TASK DIRECTIONS :: Please retype the entries below exactly, only from their first line through the line containing "margin:0; font-size:16px; white-space:nowrap;", leaving every picture out.

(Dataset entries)
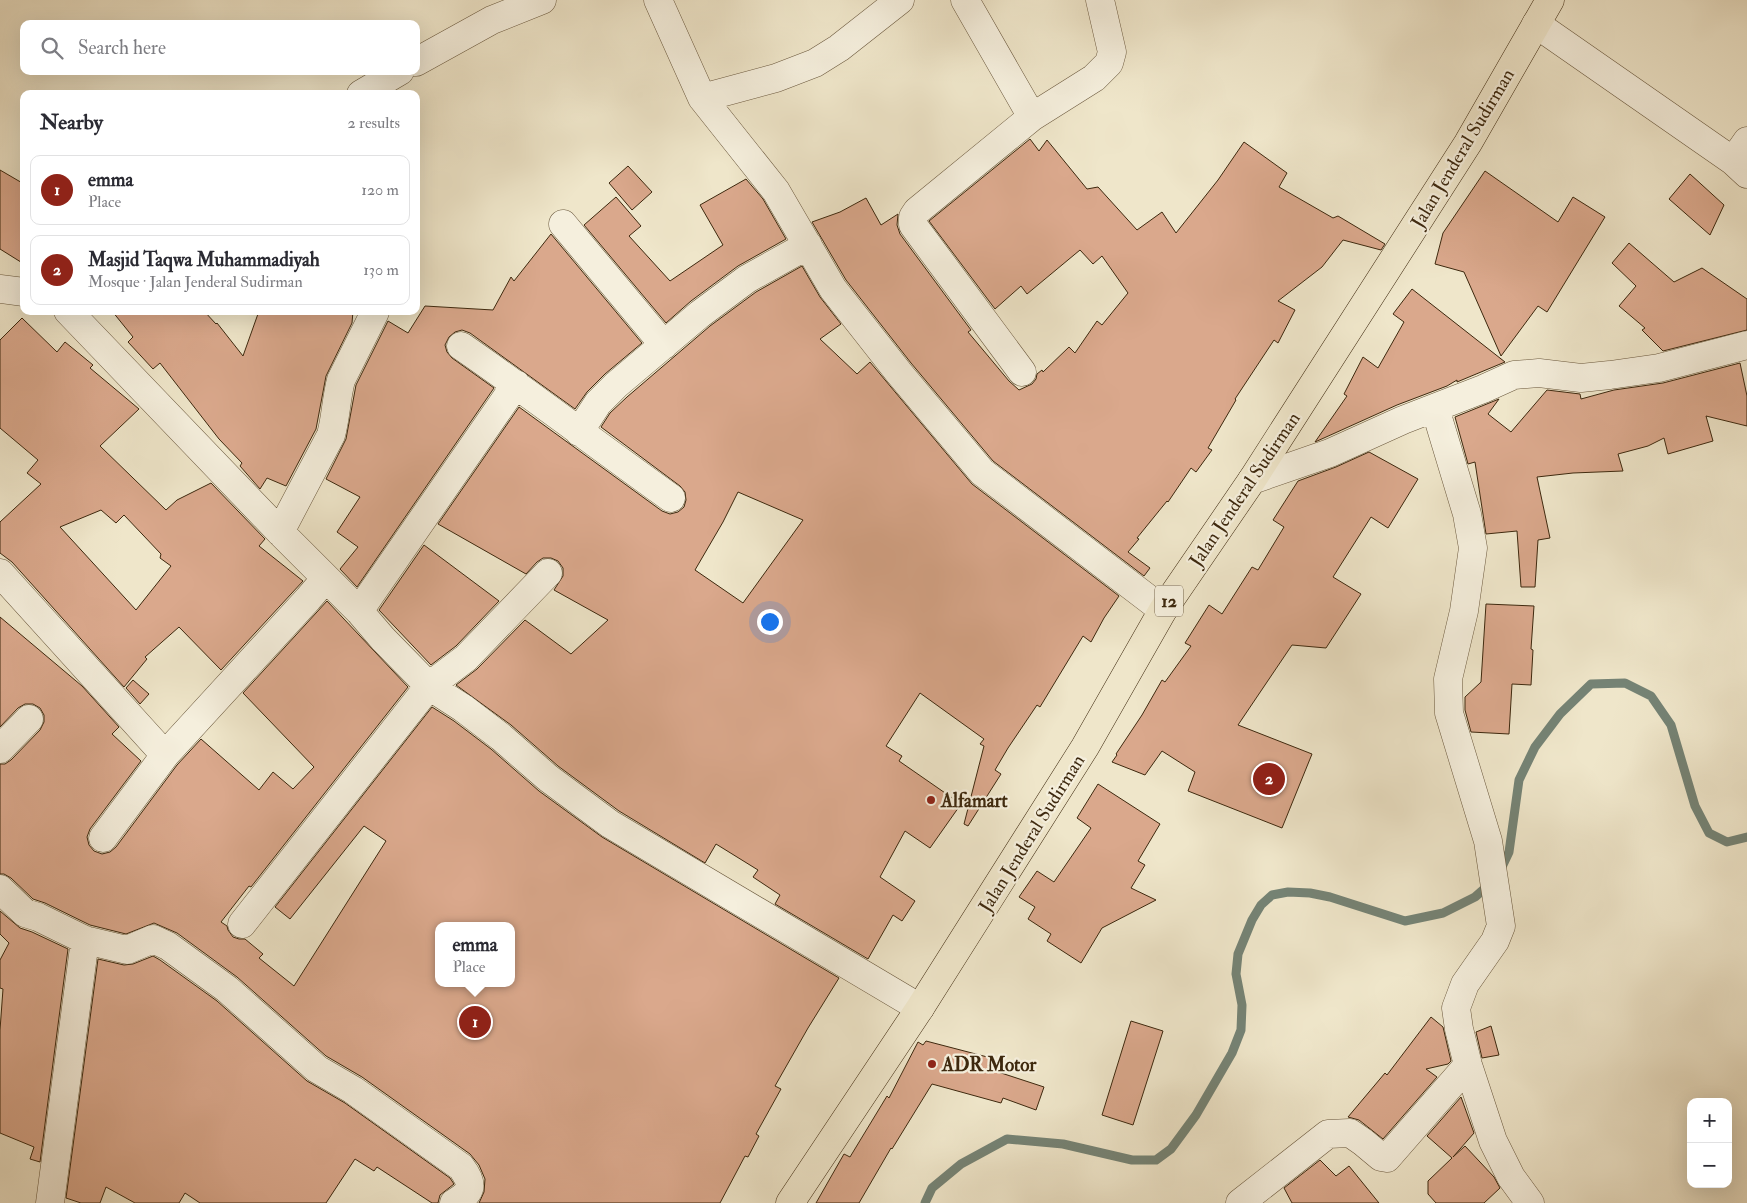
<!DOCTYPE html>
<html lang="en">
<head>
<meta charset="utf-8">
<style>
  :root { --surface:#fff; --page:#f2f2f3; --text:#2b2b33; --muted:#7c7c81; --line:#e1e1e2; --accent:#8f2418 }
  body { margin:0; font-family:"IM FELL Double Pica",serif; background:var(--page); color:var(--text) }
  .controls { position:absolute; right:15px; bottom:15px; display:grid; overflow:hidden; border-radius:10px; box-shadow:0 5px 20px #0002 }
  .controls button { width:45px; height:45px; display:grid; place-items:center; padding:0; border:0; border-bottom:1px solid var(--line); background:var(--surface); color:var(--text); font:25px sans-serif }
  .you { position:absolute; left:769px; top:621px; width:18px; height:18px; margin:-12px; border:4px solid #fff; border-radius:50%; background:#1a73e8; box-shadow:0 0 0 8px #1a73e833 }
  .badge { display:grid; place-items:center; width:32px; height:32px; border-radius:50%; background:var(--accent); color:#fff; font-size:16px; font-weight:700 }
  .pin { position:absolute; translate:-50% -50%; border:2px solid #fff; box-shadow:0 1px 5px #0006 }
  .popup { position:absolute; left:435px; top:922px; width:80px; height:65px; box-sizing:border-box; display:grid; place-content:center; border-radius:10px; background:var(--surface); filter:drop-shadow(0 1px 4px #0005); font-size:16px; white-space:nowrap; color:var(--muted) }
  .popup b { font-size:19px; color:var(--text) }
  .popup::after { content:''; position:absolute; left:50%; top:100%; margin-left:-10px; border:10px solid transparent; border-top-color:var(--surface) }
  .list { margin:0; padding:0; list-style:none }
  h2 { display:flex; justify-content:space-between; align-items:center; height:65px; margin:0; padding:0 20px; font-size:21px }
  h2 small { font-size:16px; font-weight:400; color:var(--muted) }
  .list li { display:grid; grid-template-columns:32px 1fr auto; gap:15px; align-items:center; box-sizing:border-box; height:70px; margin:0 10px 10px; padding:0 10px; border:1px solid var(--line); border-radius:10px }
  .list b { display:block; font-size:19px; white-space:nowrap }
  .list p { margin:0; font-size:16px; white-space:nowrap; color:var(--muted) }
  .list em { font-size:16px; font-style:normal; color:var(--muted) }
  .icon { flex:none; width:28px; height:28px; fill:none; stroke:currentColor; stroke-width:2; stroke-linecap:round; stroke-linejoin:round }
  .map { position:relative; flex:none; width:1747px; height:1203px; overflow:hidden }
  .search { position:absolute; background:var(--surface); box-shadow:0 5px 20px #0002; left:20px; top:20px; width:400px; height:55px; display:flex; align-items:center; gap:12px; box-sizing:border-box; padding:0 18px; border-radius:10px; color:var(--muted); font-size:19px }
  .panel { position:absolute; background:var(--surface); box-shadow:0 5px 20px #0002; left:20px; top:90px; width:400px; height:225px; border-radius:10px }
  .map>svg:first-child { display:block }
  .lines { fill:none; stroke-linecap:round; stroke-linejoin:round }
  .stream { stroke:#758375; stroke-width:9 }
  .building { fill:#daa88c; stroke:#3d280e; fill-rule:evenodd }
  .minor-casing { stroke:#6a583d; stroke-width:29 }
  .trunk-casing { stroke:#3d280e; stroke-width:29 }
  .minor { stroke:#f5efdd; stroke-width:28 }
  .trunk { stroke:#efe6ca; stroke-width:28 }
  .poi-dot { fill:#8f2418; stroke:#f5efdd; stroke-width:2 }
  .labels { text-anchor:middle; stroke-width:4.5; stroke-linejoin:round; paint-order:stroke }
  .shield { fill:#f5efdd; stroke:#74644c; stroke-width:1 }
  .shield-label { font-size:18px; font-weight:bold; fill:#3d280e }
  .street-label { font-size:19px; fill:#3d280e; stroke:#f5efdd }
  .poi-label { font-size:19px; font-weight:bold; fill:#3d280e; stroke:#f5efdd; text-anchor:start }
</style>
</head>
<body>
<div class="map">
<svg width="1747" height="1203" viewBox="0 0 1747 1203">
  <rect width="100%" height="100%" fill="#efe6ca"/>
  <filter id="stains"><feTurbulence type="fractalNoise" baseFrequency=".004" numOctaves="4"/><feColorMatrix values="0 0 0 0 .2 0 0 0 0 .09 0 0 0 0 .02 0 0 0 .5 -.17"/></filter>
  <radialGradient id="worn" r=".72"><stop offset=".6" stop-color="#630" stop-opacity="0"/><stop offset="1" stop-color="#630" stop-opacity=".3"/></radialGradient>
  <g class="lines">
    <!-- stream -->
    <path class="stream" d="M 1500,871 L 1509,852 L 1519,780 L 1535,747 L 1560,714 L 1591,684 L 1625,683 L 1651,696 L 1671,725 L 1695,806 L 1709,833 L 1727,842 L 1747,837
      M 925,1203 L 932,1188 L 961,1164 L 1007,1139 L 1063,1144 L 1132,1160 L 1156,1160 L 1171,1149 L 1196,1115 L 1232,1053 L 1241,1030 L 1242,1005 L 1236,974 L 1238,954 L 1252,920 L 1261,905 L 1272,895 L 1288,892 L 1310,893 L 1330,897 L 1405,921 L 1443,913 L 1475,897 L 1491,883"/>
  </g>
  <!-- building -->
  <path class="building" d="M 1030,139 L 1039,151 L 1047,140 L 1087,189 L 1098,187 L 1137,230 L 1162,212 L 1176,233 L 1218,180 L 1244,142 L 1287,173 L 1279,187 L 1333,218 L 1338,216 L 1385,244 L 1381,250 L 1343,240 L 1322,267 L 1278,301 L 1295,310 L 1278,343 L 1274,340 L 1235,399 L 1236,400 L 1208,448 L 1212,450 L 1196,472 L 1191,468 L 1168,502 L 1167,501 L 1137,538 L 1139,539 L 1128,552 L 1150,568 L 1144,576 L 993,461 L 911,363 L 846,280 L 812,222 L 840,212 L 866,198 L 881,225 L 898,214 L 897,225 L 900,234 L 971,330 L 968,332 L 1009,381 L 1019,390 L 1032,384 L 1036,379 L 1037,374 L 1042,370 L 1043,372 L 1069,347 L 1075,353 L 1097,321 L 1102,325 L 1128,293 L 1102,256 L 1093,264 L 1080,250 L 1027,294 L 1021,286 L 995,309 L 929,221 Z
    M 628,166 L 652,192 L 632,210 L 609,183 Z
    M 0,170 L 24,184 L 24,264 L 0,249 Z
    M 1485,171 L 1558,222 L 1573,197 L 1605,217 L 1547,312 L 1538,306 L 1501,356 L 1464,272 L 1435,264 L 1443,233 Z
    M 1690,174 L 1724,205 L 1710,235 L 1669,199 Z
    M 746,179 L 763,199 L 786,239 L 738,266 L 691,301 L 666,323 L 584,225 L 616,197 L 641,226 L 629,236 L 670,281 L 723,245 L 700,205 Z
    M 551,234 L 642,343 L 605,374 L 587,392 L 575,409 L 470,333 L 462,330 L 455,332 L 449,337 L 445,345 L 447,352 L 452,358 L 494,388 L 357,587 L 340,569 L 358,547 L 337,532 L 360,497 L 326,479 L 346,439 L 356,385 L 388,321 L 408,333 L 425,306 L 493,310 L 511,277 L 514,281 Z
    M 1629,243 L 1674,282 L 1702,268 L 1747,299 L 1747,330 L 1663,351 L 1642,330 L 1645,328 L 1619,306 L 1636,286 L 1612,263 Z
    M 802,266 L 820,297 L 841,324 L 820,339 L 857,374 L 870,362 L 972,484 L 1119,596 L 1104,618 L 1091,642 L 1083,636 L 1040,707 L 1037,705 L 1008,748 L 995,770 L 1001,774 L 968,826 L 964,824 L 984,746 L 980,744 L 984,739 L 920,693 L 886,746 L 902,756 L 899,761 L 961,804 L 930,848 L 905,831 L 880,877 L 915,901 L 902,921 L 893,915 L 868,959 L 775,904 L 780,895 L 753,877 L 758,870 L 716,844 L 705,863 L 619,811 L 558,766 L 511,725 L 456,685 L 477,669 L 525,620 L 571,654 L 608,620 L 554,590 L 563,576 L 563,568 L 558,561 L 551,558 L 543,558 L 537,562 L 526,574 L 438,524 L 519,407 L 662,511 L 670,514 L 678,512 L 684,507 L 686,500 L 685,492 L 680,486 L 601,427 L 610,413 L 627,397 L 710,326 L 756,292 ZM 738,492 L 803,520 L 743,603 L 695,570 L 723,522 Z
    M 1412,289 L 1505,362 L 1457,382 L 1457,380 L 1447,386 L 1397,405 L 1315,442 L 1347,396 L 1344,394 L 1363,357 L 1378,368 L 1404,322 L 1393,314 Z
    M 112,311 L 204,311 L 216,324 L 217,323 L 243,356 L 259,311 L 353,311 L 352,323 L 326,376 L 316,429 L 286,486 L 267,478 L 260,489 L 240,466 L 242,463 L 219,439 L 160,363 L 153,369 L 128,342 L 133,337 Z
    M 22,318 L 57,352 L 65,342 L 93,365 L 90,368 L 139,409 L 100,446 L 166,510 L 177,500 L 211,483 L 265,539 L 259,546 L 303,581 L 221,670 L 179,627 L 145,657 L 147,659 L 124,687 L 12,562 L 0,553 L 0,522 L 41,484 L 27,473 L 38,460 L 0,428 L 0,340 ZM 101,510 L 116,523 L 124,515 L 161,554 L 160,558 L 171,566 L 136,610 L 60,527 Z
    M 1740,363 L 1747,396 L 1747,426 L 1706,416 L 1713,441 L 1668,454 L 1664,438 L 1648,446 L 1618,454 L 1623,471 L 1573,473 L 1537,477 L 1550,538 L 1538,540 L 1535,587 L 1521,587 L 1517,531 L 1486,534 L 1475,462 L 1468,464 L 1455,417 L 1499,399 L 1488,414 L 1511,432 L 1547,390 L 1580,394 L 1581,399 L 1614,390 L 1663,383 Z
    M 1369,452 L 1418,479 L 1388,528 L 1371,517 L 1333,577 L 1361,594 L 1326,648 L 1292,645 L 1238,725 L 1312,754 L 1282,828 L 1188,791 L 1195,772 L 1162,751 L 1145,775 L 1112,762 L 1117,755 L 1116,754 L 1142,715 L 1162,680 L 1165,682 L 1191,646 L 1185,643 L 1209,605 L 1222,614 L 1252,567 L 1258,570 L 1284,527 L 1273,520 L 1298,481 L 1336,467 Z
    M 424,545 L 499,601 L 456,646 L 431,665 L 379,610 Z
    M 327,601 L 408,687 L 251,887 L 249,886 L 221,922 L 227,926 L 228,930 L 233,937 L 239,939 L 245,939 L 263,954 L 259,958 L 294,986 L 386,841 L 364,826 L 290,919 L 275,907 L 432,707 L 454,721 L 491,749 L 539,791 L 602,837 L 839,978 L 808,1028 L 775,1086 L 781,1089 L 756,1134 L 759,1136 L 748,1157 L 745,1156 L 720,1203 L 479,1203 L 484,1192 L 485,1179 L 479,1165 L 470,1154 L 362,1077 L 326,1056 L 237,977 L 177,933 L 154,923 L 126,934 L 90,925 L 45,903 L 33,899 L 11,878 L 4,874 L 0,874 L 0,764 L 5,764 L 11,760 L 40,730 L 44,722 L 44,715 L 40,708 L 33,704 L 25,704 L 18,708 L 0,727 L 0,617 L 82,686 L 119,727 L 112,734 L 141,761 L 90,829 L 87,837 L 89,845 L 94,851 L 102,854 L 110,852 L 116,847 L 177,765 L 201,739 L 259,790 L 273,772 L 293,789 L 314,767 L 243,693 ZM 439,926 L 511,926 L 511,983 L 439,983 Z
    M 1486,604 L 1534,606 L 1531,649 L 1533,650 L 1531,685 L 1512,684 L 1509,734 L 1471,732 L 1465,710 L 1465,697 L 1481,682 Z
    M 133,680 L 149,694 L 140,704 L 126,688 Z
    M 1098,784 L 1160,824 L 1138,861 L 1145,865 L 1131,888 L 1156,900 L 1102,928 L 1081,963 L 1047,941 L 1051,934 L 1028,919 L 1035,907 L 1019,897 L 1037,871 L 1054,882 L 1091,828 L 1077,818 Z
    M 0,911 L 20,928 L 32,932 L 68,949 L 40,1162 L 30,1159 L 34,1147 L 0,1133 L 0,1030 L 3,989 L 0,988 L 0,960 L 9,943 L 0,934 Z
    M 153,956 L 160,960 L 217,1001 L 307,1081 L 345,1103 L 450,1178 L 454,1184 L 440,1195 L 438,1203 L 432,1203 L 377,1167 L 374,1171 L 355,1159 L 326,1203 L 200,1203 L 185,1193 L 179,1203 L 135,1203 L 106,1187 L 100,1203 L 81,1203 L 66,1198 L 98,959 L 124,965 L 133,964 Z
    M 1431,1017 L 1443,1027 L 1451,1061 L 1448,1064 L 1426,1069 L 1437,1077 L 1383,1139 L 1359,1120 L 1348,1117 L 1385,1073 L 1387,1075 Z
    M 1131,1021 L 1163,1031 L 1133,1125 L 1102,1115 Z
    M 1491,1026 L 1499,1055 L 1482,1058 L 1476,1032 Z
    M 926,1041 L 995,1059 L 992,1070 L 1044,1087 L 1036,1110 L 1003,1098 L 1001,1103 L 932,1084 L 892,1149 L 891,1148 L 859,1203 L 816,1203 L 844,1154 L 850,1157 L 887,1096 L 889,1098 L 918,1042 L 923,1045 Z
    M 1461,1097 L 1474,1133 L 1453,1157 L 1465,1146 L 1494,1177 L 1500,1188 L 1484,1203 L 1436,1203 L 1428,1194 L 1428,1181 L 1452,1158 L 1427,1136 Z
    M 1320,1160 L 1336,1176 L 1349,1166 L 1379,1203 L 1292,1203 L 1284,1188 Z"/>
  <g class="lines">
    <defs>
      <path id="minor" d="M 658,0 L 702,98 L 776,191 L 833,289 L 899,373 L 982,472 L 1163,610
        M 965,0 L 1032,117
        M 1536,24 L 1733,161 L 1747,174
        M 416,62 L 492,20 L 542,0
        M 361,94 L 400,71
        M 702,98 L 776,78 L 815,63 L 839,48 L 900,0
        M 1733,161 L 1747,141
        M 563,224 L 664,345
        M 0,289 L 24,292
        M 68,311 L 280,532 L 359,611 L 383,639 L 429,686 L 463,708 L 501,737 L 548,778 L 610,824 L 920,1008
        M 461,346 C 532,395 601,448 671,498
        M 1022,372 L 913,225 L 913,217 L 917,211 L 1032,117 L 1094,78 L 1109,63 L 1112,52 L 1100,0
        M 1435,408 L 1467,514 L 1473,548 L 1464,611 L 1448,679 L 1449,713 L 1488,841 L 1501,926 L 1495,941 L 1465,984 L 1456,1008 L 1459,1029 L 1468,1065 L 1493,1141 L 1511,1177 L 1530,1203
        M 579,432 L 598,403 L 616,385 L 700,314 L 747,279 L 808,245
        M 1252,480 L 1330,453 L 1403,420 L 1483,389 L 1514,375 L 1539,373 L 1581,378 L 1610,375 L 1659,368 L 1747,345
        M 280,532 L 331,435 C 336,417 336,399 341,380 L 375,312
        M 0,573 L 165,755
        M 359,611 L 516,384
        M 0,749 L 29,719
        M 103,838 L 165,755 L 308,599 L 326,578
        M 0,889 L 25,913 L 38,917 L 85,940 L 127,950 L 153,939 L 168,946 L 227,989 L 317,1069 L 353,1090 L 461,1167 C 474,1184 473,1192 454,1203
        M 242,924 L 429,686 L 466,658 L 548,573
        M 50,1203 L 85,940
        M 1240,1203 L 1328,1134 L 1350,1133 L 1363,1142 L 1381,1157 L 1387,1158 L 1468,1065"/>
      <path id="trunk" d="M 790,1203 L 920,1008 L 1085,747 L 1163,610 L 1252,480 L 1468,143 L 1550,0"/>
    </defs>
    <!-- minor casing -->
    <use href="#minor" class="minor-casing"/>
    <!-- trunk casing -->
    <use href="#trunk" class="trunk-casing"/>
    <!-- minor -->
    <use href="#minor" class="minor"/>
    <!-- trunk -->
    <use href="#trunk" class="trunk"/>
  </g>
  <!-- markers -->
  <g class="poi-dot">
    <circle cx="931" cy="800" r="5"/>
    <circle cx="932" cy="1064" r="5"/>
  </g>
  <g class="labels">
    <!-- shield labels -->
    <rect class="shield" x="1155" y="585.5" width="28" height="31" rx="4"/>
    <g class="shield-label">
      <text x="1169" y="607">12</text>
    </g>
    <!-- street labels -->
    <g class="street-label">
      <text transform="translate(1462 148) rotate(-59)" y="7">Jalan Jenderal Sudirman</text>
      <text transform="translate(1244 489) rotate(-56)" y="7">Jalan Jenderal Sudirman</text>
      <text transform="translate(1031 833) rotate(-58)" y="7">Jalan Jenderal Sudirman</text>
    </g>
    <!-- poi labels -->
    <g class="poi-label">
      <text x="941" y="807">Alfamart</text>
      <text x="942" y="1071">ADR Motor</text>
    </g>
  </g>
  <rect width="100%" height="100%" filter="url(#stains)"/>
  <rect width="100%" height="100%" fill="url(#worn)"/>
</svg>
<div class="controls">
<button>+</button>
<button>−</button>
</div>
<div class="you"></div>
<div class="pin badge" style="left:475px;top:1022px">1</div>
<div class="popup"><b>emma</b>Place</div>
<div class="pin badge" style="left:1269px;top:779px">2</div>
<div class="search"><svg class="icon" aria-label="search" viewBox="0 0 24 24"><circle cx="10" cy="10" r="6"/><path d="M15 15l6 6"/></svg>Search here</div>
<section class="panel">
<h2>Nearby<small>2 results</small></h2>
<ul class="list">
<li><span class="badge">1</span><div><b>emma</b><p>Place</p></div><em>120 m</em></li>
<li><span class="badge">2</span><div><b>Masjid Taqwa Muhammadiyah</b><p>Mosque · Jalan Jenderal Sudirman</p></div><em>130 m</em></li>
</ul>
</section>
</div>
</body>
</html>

RESULT OF THIS TASK ::
<!DOCTYPE html>
<html lang="en">
<head>
<meta charset="utf-8">
<style>
  :root { --surface:#fff; --page:#f2f2f3; --text:#2b2b33; --muted:#7c7c81; --line:#e1e1e2; --accent:#8f2418 }
  body { margin:0; font-family:"IM FELL Double Pica",serif; background:var(--page); color:var(--text) }
  .controls { position:absolute; right:15px; bottom:15px; display:grid; overflow:hidden; border-radius:10px; box-shadow:0 5px 20px #0002 }
  .controls button { width:45px; height:45px; display:grid; place-items:center; padding:0; border:0; border-bottom:1px solid var(--line); background:var(--surface); color:var(--text); font:25px sans-serif }
  .you { position:absolute; left:769px; top:621px; width:18px; height:18px; margin:-12px; border:4px solid #fff; border-radius:50%; background:#1a73e8; box-shadow:0 0 0 8px #1a73e833 }
  .badge { display:grid; place-items:center; width:32px; height:32px; border-radius:50%; background:var(--accent); color:#fff; font-size:16px; font-weight:700 }
  .pin { position:absolute; translate:-50% -50%; border:2px solid #fff; box-shadow:0 1px 5px #0006 }
  .popup { position:absolute; left:435px; top:922px; width:80px; height:65px; box-sizing:border-box; display:grid; place-content:center; border-radius:10px; background:var(--surface); filter:drop-shadow(0 1px 4px #0005); font-size:16px; white-space:nowrap; color:var(--muted) }
  .popup b { font-size:19px; color:var(--text) }
  .popup::after { content:''; position:absolute; left:50%; top:100%; margin-left:-10px; border:10px solid transparent; border-top-color:var(--surface) }
  .list { margin:0; padding:0; list-style:none }
  h2 { display:flex; justify-content:space-between; align-items:center; height:65px; margin:0; padding:0 20px; font-size:21px }
  h2 small { font-size:16px; font-weight:400; color:var(--muted) }
  .list li { display:grid; grid-template-columns:32px 1fr auto; gap:15px; align-items:center; box-sizing:border-box; height:70px; margin:0 10px 10px; padding:0 10px; border:1px solid var(--line); border-radius:10px }
  .list b { display:block; font-size:19px; white-space:nowrap }
  .list p { margin:0; font-size:16px; white-space:nowrap; color:var(--muted) }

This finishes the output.